(Collected data entries)
+++++
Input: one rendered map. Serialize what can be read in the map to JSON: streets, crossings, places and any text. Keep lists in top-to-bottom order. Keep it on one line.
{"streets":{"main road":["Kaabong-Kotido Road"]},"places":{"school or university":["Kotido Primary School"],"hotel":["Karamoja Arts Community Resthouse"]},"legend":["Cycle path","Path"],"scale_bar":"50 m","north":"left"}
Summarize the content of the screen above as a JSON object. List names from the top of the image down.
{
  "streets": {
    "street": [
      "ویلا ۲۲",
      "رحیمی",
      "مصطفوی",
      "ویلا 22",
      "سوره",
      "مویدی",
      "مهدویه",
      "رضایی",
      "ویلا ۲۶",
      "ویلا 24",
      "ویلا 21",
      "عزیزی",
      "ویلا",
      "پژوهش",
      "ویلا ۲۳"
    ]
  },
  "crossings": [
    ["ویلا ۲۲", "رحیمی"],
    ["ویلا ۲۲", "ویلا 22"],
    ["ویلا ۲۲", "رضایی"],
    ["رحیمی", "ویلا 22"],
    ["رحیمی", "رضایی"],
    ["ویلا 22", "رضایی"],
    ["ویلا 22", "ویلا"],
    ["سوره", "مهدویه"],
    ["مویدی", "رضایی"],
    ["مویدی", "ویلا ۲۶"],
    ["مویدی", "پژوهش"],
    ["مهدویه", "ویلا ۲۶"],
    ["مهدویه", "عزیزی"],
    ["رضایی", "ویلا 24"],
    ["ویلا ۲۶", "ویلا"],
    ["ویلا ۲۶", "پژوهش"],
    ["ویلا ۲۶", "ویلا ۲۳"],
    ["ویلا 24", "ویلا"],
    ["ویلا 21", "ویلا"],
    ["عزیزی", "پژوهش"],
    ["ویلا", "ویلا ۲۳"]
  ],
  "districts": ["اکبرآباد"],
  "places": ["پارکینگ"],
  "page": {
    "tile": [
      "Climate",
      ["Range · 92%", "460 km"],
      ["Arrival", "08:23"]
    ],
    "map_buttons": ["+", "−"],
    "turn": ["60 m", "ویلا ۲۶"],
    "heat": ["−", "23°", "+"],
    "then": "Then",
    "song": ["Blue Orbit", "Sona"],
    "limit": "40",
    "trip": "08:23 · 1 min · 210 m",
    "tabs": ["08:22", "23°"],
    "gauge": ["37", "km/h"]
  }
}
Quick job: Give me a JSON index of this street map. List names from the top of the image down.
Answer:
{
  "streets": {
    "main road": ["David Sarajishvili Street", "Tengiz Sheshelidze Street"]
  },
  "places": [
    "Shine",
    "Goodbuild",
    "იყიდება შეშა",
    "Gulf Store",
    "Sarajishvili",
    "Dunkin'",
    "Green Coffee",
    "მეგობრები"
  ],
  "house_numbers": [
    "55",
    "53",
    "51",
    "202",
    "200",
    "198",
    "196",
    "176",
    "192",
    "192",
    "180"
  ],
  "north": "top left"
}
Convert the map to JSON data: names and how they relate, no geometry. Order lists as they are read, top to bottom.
+++++
> Brief: Reproduce every entry above without a single alteration.

> Answer to this task:
Input: one rendered map. Serialize what can be read in the map to JSON: streets, crossings, places and any text. Keep lists in top-to-bottom order. Keep it on one line.
{"streets":{"main road":["Kaabong-Kotido Road"]},"places":{"school or university":["Kotido Primary School"],"hotel":["Karamoja Arts Community Resthouse"]},"legend":["Cycle path","Path"],"scale_bar":"50 m","north":"left"}
Summarize the content of the screen above as a JSON object. List names from the top of the image down.
{
  "streets": {
    "street": [
      "ویلا ۲۲",
      "رحیمی",
      "مصطفوی",
      "ویلا 22",
      "سوره",
      "مویدی",
      "مهدویه",
      "رضایی",
      "ویلا ۲۶",
      "ویلا 24",
      "ویلا 21",
      "عزیزی",
      "ویلا",
      "پژوهش",
      "ویلا ۲۳"
    ]
  },
  "crossings": [
    ["ویلا ۲۲", "رحیمی"],
    ["ویلا ۲۲", "ویلا 22"],
    ["ویلا ۲۲", "رضایی"],
    ["رحیمی", "ویلا 22"],
    ["رحیمی", "رضایی"],
    ["ویلا 22", "رضایی"],
    ["ویلا 22", "ویلا"],
    ["سوره", "مهدویه"],
    ["مویدی", "رضایی"],
    ["مویدی", "ویلا ۲۶"],
    ["مویدی", "پژوهش"],
    ["مهدویه", "ویلا ۲۶"],
    ["مهدویه", "عزیزی"],
    ["رضایی", "ویلا 24"],
    ["ویلا ۲۶", "ویلا"],
    ["ویلا ۲۶", "پژوهش"],
    ["ویلا ۲۶", "ویلا ۲۳"],
    ["ویلا 24", "ویلا"],
    ["ویلا 21", "ویلا"],
    ["عزیزی", "پژوهش"],
    ["ویلا", "ویلا ۲۳"]
  ],
  "districts": ["اکبرآباد"],
  "places": ["پارکینگ"],
  "page": {
    "tile": [
      "Climate",
      ["Range · 92%", "460 km"],
      ["Arrival", "08:23"]
    ],
    "map_buttons": ["+", "−"],
    "turn": ["60 m", "ویلا ۲۶"],
    "heat": ["−", "23°", "+"],
    "then": "Then",
    "song": ["Blue Orbit", "Sona"],
    "limit": "40",
    "trip": "08:23 · 1 min · 210 m",
    "tabs": ["08:22", "23°"],
    "gauge": ["37", "km/h"]
  }
}
Quick job: Give me a JSON index of this street map. List names from the top of the image down.
Answer:
{
  "streets": {
    "main road": ["David Sarajishvili Street", "Tengiz Sheshelidze Street"]
  },
  "places": [
    "Shine",
    "Goodbuild",
    "იყიდება შეშა",
    "Gulf Store",
    "Sarajishvili",
    "Dunkin'",
    "Green Coffee",
    "მეგობრები"
  ],
  "house_numbers": [
    "55",
    "53",
    "51",
    "202",
    "200",
    "198",
    "196",
    "176",
    "192",
    "192",
    "180"
  ],
  "north": "top left"
}
Convert the map to JSON data: names and how they relate, no geometry. Order lists as they are read, top to bottom.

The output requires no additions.